To blame funding cuts for the high-profile poaching of an 800 Year-old Western red cedar this month is something of a stretch, but the incident nonetheless serves neatly as a metaphor for our government's approach to the environment.

To blame funding cuts for the high-profile poaching of an 800 Year-old Western red cedar this month is something of a stretch, but the incident nonetheless serves neatly as a metaphor for our government's approach to the environment.

Critics of the B.C. Liberals have said the three-metre-wide giant was stolen from Carmanah-Walbran Provincial Park because the rangers who should have protected it were dismissed. The reality is that in a wilderness the size of British Columbia's, no number of park staff could defend every tree from determined poachers; however, the event still says something important about what happens when those who would damage our environment can act with impunity.

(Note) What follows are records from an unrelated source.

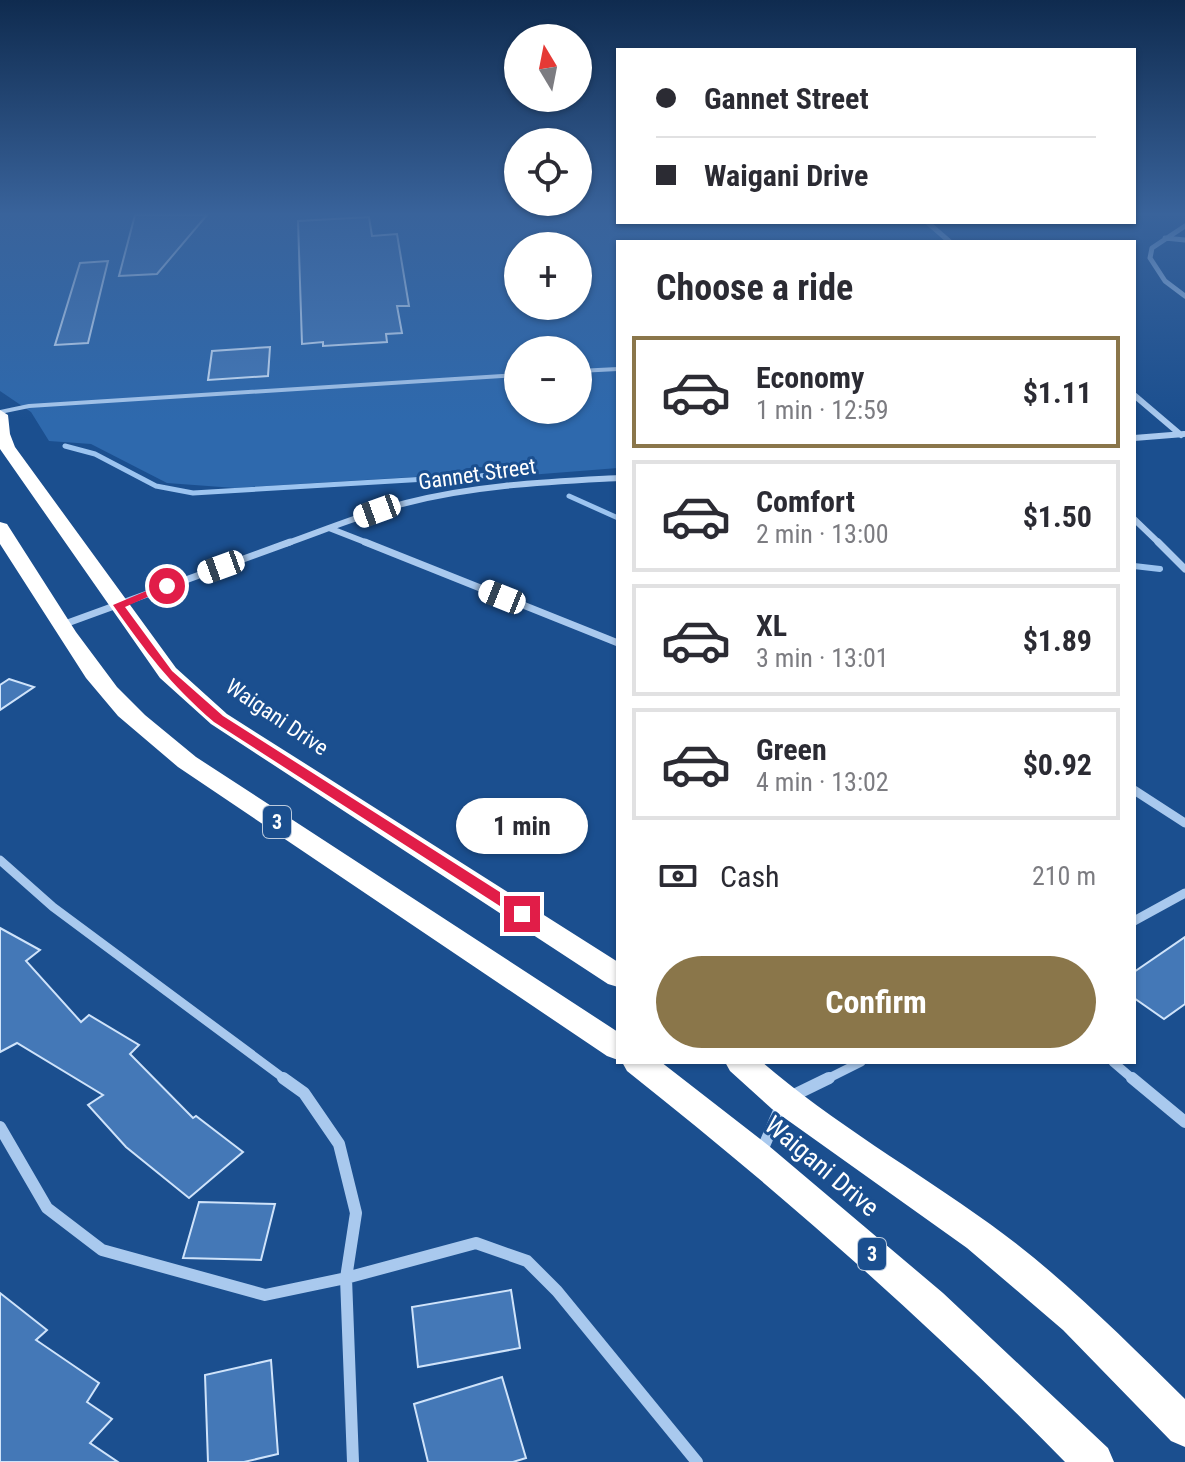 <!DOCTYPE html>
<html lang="en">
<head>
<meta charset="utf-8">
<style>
	body { margin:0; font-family:"Roboto Condensed",sans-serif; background:#f7f7f7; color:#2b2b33; height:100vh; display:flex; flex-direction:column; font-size:30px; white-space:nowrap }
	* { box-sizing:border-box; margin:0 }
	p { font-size:26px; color:#7c7c81 }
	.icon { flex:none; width:44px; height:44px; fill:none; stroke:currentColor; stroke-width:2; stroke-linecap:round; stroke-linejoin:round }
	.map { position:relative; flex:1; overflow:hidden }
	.details { position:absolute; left:616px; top:240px; width:520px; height:824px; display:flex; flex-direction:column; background:#fff; border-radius:0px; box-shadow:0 2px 6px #0004 }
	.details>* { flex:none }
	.hud { position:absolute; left:616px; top:48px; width:520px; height:176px; border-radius:0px; box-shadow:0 2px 6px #0004; display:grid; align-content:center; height:176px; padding:0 40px; background:#fff }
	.needle { width:52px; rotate:350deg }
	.controls { position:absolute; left:504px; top:24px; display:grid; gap:16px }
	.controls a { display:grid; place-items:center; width:88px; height:88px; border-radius:50%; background:#fff; box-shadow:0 2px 6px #0004; font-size:40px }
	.end { position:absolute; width:36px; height:36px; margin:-18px; border:10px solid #e11d48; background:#fff; box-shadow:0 0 0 4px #fff }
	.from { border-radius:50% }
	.bubble { position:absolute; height:56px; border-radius:28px; background:#fff; box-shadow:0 2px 6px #0004; font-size:26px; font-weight:700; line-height:56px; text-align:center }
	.car { position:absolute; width:24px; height:48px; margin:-24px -12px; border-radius:10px; box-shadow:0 0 6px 2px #0007; background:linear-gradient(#fff 24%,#345 0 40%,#fff 0 76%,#345 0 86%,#fff 0) }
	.hud b { display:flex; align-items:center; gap:28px; height:76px; font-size:30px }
	.hud b+b { border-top:2px solid #e1e1e2 }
	.hud i { width:20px; height:20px; background:#2b2b33 }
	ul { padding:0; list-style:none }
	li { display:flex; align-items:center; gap:24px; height:112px; margin:0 16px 12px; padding:0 24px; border:4px solid #e1e1e2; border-radius:0px }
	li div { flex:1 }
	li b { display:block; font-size:30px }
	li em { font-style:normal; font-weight:700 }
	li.active { border-color:#8a764a }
	li>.icon { width:72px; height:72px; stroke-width:1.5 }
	h2 { padding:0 40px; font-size:36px; line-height:96px }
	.pay { display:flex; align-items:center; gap:20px; height:88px; padding:0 40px; font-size:30px }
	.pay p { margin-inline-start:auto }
	.cta { display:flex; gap:16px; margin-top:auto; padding:16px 40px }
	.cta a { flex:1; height:92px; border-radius:48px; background:#8a764a; color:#fff; font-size:32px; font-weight:700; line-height:92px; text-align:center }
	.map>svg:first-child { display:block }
	.green { fill:#2e69ad; fill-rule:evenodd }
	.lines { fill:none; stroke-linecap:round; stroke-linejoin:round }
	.stream-far1 { stroke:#9cc4f0; stroke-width:5 }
	.stream { stroke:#9cc4f0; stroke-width:6 }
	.building { fill:#4478b7; stroke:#cfe3fa; stroke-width:2 }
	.lane { stroke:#a9c9ee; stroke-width:4 }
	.street-far4 { stroke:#a9c9ee; stroke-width:5 }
	.street-far3 { stroke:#a9c9ee; stroke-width:6 }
	.street-far2 { stroke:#a9c9ee; stroke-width:7 }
	.street-far1 { stroke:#a9c9ee; stroke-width:9 }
	.street { stroke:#a9c9ee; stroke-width:12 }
	.highway { fill:#fff; fill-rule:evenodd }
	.route { fill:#e11d48 }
	.labels { text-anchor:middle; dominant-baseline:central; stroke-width:6; stroke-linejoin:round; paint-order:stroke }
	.shield { fill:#1b4f8f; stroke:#bbcadd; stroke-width:2 }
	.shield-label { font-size:20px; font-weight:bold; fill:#fff }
	.street-label { font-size:22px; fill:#fff; stroke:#1b4f8f }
	.near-street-label { font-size:26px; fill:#fff; stroke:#1b4f8f }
</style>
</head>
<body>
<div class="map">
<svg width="1185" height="1462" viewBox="0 0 1185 1462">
	<rect width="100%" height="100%" fill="#1b4f8f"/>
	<path class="green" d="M0 215H618V222H925L954 242H618V468L529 475 511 468 473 467 446 475 235 488 167 483 91 444 49 441 31 412 0 391ZM518 246H578V306H518ZM518 350H578V410H518Z"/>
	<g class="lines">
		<path class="stream-far1" d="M65 446 95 454 156 486 193 493 494 475
			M569 496 618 518"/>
		<path class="stream" d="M1134 566 1160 569"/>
	</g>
	<path class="building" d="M135 215H207L157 274 119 276Z
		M369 217 372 236 397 234 409 306H397L402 333 386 334 387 342 323 346V342L302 344 298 221Z
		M108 261 88 343 55 345 80 263Z
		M270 347 268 376 208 380 212 351Z
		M9 679 34 687 0 710V685Z
		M0 928 40 950 26 961 81 1022 89 1015 139 1045 130 1054 193 1118 196 1116 243 1152 189 1198 126 1147 88 1105 103 1095 17 1043 0 1052Z
		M1185 937V1004L1164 1019 1134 998V972Z
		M199 1202 275 1204 261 1260 183 1258Z
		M511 1290 520 1348 418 1367 412 1307Z
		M0 1293 47 1330 36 1340 99 1383 87 1402 112 1419 90 1443 118 1462H0Z
		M271 1360 278 1454 244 1462H208L205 1375Z
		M502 1377 526 1458 513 1462H428L414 1404Z"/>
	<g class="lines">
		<path class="lane" d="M578 371 618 369
			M0 412 29 406 518 375"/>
		<path class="street-far4" d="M927 222 950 242
			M1185 226 1152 248 1150 258 1165 281 1185 296
			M1165 238 1185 240"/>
		<path class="street-far3" d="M1134 395 1181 435
			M1134 438 1184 434
			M1134 519 1160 544
			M329 528 370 544
			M285 544C325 530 365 513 406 503 475 485 547 482 618 478"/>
		<path class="street-far2" d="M365 542 618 643
			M1158 542 1185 569
			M62 625 290 542"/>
		<path class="street-far1" d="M1134 790 1185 823
			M0 860 53 907 286 1080
			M1134 921 1185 893
			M1113 1062 1134 1080
			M825 1080 861 1062"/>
		<path class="street" d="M283 1078 304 1093 339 1144 356 1213 346 1278 353 1462
			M1132 1078 1185 1122
			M790 1097 829 1078
			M0 1127 47 1208 102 1250 265 1295 346 1278 476 1243 527 1261 557 1291 697 1462
			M761 1153 781 1106"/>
		<path class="highway" d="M0 410 8 415 10 434 15 447 176 668 227 714 618 962V987L608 984 211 724 160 678 0 449Z
			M0 522 7 524 76 632 117 687 145 715 196 757 618 1032V1060L607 1056 178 767 118 716 86 678 0 544Z
			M622 1062H661L769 1146 943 1293 1108 1448 1114 1462H1065C928 1322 781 1193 627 1071Z
			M725 1062H762C833 1123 915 1170 990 1224 1061 1275 1123 1338 1185 1399V1447L1171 1441 1063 1330 967 1248 772 1109 730 1071Z"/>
	</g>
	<linearGradient id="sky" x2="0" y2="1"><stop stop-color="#0f2b4f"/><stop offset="0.51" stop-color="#39639b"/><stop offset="1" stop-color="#39639b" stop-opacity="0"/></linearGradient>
	<rect width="1185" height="420" fill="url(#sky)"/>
	<path class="route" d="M163 584 172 586 125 607 172 671 223 716 528 910V917H517L214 722C170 684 146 652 113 605Z"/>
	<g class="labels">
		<g class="shield">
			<rect x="263" y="806" width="28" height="32" rx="6"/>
			<rect x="858" y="1238" width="28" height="32" rx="6"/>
		</g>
		<g class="shield-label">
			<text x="277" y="822">3</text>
			<text x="872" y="1254">3</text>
		</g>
		<g class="street-label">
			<text transform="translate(477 474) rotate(-8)">Gannet Street</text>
			<text transform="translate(277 717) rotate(34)">Waigani Drive</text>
		</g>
		<g class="near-street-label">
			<text transform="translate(822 1166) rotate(40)">Waigani Drive</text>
		</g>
	</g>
</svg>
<div class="controls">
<a><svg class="needle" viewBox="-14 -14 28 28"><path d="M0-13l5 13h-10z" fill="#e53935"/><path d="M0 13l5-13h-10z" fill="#7c7c81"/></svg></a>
<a><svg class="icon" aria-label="locate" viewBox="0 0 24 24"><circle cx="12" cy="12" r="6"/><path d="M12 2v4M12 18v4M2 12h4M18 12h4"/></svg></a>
<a>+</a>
<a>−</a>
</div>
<i class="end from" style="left:167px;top:586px"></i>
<i class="end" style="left:522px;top:914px"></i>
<div class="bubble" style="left:456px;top:798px;width:132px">1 min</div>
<i class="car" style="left:377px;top:511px;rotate:250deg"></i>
<i class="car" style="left:221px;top:567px;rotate:250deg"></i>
<i class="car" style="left:502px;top:597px;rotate:292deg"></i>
<div class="hud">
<b><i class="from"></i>Gannet Street</b>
<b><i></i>Waigani Drive</b>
</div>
<section class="details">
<h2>Choose a ride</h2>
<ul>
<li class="active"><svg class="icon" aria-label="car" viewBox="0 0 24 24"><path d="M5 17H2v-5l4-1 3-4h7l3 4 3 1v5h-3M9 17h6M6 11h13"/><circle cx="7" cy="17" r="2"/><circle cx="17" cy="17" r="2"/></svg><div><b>Economy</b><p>1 min · 12:59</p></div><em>$1.11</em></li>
<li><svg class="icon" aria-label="car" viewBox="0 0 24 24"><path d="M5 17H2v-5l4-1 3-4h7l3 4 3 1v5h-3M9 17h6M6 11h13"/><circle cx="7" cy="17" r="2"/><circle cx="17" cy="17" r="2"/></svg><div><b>Comfort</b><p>2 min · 13:00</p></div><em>$1.50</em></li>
<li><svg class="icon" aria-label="car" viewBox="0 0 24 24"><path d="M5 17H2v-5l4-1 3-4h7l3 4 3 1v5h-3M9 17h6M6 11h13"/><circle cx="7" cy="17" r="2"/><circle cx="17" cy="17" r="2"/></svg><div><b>XL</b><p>3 min · 13:01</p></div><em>$1.89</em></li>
<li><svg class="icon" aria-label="car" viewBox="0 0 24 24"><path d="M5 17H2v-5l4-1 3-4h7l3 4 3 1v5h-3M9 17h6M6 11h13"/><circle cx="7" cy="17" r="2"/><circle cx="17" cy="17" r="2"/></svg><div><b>Green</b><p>4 min · 13:02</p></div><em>$0.92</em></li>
</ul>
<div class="pay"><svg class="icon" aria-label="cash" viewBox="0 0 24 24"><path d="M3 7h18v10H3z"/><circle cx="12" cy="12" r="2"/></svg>Cash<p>210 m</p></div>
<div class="cta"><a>Confirm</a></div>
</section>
</div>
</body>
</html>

In lean times, government environmental programs are among the first things to go. They're an easy mark, politically, because the consequences aren't immediately obvious. This is happening at the provincial and federal levels right now, with institutions that monitor water, air, fisheries and other vital aspects of our environment facing severe cutbacks, even while flashier but less important programs - jets and new prisons come to mind - are preserved.

The results can be severe, ranging from the collapse of fisheries to the wholesale destruction of vital habitat but, as with the poaching of a cedar, the problems won't come to public attention until it's too late.

Our leaders have to start treating environmental regulation and enforcement with the same gravity they view higher-profile programs, or one day we will wake up to find we have lost a great deal more than a tree.